Biographie Benedetto Bufalino

« « L’espace public » est son terrain d’aventures artistiques. C’est là en quelque sorte que tout se joue, que le travail prend vie et sens. Il prend forme dans des idées notées et dessinées dans des carnets. Il utilise aussi la photographie comme outil d’exploration. Puis plus « classiquement » c’est à l’atelier que le travail se met en place.
Le quotidien est la source de ses idées, ce quotidien qui est aussi le nôtre ; notre ordinaire en somme. Il semble que ce soit un choix, la marque d’une empathie, peut-être. Et qu’utilise-t-il : un barbecue, des voitures, l’effigie de Ronald McDonald, un skate, un pistolet à eau, l’image d’un tube de colle, des bouts de carton, de ficelles… une sorte d’inventaire à la Prévert de nos objets ordinaires sortis d’un monde sans qualité. L’emploi de ces « matériaux pauvres » oscille entre poésie, étrangeté, contemplation, et aussi dérision, jeu et amusement.

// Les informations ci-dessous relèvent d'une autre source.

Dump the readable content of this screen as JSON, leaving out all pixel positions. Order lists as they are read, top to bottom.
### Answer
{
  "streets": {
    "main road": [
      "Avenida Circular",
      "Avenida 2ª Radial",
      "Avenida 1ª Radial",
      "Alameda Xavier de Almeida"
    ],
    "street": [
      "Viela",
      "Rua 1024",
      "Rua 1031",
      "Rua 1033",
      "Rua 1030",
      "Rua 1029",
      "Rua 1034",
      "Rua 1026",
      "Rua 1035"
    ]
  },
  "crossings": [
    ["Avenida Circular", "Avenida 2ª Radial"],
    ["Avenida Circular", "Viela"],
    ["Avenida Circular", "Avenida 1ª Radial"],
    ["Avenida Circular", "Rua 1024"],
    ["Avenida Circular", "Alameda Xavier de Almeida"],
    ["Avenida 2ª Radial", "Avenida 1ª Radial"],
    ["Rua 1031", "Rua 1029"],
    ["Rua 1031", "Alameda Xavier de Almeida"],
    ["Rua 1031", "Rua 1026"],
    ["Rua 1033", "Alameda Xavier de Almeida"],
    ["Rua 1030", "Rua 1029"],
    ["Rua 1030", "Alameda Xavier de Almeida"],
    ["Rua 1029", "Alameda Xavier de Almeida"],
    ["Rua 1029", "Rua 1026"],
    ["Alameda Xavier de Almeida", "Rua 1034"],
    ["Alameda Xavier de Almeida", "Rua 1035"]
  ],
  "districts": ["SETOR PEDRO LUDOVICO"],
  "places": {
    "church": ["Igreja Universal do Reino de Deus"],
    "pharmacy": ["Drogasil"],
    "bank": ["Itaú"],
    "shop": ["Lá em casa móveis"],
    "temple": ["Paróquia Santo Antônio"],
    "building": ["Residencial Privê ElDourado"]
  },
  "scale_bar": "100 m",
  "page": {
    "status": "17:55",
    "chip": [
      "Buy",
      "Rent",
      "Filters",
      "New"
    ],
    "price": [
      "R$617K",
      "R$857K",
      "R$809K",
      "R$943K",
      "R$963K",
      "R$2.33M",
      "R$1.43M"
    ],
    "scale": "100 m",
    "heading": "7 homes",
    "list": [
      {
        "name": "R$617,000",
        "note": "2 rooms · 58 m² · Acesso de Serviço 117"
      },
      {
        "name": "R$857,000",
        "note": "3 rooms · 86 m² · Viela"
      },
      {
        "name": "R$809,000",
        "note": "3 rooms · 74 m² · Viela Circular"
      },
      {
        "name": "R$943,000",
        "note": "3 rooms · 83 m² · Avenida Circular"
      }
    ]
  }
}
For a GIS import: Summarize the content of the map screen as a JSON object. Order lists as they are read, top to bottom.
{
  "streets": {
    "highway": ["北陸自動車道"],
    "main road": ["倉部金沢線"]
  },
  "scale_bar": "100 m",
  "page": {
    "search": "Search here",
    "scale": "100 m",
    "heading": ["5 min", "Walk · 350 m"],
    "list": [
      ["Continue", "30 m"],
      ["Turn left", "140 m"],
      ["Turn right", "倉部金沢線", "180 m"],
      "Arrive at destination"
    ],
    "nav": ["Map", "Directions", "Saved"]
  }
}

Ces jeux sont aussi bien visuels que sémantiques. Le détournement du sens comme celui des matériaux est de règle. L’humour, une légère autodérision sont constamment en filigrane. La légèreté est d’ailleurs partout à l’œuvre dans son travail, même dans les réalisations les plus complexes. Cette légèreté qui contribue à teinter ce travail d’étrangeté, à lui donner l’apparence d’une « utopie de proximité ». » […]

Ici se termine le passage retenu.